Formally, these asset market disturbances are identical to the temperature and pressure differentials that drive the storm systems on a weather map. It is worth remembering that economic shifts, and the risks and opportunities they represent, are always transitory.


These are the themes that I use to develop investment strategies.

Fed. After raising rates TK times in 2 years, the Fed’s next move will be to lower rates early in 2007 in response to cooling inflation and growth numbers. Risk: Fed or Treasury measures to limit bank real estate or private equity lending that could interrupt credit availability to small businesses.

New Congress. After their win in November, Democrats will try to force changes in tax, regulatory, and foreign policy.

Tax Rates. Hopes for estate tax repeal, Alternative Minimum Tax (AMT) relief, and making today’s tax rates on income, dividends, and capital gains permanent died on Election Day. But current rates are locked in through the 2008 election.

Iraq. Violence in Iraq is escalating as opponents sense weakening U.S. resolve and an early withdrawal.

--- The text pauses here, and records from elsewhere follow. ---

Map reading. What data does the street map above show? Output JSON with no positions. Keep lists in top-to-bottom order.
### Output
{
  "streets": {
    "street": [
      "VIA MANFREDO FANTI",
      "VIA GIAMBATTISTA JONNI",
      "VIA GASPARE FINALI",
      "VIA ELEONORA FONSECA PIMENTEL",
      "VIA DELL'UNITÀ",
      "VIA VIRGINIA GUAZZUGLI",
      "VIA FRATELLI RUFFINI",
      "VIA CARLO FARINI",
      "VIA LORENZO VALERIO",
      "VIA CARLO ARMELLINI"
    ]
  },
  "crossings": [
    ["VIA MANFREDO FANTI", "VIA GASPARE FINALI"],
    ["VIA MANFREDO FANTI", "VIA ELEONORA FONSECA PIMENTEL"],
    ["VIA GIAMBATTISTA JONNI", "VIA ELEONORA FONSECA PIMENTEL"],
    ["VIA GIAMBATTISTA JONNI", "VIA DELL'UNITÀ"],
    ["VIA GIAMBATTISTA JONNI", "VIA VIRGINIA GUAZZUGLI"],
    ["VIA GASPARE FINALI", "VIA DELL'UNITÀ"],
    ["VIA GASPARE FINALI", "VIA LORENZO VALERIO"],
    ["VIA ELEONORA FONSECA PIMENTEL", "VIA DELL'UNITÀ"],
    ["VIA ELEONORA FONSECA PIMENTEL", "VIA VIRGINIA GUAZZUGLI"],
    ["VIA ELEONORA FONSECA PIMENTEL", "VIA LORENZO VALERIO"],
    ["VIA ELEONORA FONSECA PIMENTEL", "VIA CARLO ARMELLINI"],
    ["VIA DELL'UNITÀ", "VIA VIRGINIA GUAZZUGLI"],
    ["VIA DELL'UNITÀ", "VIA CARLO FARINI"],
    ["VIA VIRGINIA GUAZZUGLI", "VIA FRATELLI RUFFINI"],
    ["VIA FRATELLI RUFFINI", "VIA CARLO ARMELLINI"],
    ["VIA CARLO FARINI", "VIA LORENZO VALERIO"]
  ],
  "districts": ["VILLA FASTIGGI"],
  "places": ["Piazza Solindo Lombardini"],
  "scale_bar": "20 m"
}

China. China’s is opening its capital markets to foreign firms and preparing to host the 2008 Olympics, while Congress debates proposals to tax Chinese imports and force a revaluation of the currency. At risk--destabilizing China’s growing economy.

Tech/Telecom. China and India are investing aggressively in Information and Communications Technology (ICT) to drive future growth. In the U.S., proposed telecom reform legislation to spur capital spending died in the Senate. At stake—U.S. productivity and competitiveness and the future location of next generation R&D labs.

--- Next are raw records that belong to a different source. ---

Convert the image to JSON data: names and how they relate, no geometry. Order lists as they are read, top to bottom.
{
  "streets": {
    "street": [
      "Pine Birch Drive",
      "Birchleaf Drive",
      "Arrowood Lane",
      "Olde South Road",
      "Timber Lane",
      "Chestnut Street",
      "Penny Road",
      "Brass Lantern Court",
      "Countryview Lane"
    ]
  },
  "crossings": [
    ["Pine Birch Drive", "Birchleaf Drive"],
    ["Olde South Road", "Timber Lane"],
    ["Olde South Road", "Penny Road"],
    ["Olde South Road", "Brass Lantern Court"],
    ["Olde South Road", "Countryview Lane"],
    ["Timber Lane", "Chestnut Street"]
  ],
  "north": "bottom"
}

The principal of arbitrage lies at the heart of economic analysis. Indeed, it may be the only positive statement that economics has to make. It is, however, immensely powerful. Arbitrage, in turn, stands on the strong shoulders of thermodynamics, the most robust area in all of physics

Thermodynamics says simply that temperature differentials cannot persist over time between objects in physical communication. The end result is thermal equilibrium--the state in which there is no further tendency for temperature to change. Thermal equilibirium is the physicist's definition of death.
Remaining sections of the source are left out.